Returns 0 (zero) if b-tree B-Tree is empty.
### size\_nodes (B-Tree) -> {integer() >= 0, integer() >= 0} ###
Types:
B-Tree = b_tree()
Returns the number of total nodes and the number of leaf nodes in b-tree
B-Tree as a tuple of two integers. Returns {0, 0} (zero) if b-tree B-Tree
is empty.
### smallest (B-Tree) -> {Key, Value} ###
Types:
B-Tree = b_tree()
Key = any()
Value = any()
Returns tuple {Key, Value}, where Key is the smallest key in b-tree
B-Tree, and Value is the value associated with this key. Assumes that
b-tree B-Tree is not empty.
### sort\_ascending (Key1, Key2) -> 'equal' | 'greater' | 'less' ###
Types:
Key1 = Key2 = any()
equal = greater = less = atom()
Returns the atom '**greater**' if Key1 > Key2, the atom '**less**'
if Key1 < Key2 and otherwise the atom '**equal**'.
### sort\_descending (Key1, Key2) -> 'equal' | 'greater' | 'less' ###
Types:
Key1 = Key2 = any()
equal = greater = less = atom()
Returns the atom '**less**' if Key1 > Key2, the atom '**greater**'
if Key1 < Key2 and otherwise the atom '**equal**'.
### take(Key, B-Tree1) -> B-Tree2 ###
Types:
Key = any()
B-Tree1 = B-Tree2 = b_tree()
Removes the node with key Key from b-tree B-Tree1 and returns the new
b-tree B-Tree2. Assumes that key Key is present in b-tree B-Tree1,
crashes otherwise.
### delete\_any (Key, B-Tree1) -> B-Tree2 ###
Types:
Key = any()
B-Tree1 = B-Tree2 = b_tree()
Removes the node with key Key from b-tree B-Tree1 if key Key is present
in b-tree B-Tree1, otherwise does nothing. Returns the new b-tree B-Tree2.
### take\_largest (B-Tree1) -> {Key, Value, B-Tree2} ###
Types:
B-Tree1 = B-Tree2 = b_tree()
Key = any()
Value = any()
Returns tuple {Key, Value, B-Tree2}, where Key is the largest key in
b-tree B-Tree1, Value is the value associated with this key, and b-tree
B-Tree2 is this b-tree with the corresponding key value pair deleted.
Assumes that b-tree B-Tree1 is not empty.
### take\_smallest (B-Tree1) -> {Key, Value, B-Tree2} ###
Types:
B-Tree1 = B-Tree2 = b_tree()
Key = any()
Value = any()
Returns tuple {Key, Value, B-Tree2}, where Key is the smallest key in
b-tree B-Tree1, Value is the value associated with this key, and b-tree
B-Tree2 is this b-tree with the corresponding key value pair deleted.
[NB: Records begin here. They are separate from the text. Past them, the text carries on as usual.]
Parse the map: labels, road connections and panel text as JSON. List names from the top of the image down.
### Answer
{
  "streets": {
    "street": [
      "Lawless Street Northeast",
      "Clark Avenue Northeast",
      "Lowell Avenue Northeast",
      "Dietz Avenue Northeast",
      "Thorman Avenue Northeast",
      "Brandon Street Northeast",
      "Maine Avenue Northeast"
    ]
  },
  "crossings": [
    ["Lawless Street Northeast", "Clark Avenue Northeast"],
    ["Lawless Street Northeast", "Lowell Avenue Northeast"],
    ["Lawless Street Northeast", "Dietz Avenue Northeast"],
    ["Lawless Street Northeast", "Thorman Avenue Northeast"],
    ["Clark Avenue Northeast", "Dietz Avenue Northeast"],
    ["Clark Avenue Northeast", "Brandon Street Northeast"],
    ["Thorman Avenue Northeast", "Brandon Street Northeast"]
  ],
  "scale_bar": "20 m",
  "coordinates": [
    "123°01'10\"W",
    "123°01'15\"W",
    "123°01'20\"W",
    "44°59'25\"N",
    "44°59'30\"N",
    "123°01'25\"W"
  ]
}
Assumes that b-tree B-Tree1 is not empty.
### to\_list (B-Tree) -> [{Key, Value}] ###
Types:
B-Tree = b_tree()
Key = any()
Value = any()
Converts b-tree B-Tree into an ordered list of key value tuples.
### update (Key, Value, B-Tree1) -> B-Tree2 ###
Types:
Key = any()
Value = any()
B-Tree1 = B-Tree2 = b_tree()
Updates key Key to value Value in b-tree B-Tree1 and returns the new
b-tree B-Tree2. Assumes that key Key is present in b-tree B-Tree1.
### values (B-Tree) -> [Value] ###
Types:
B-Tree = b_tree()
Value = any()
Returns the values in b-tree B-Tree as an ordered list, sorted by their
corresponding keys. Duplicates are not removed.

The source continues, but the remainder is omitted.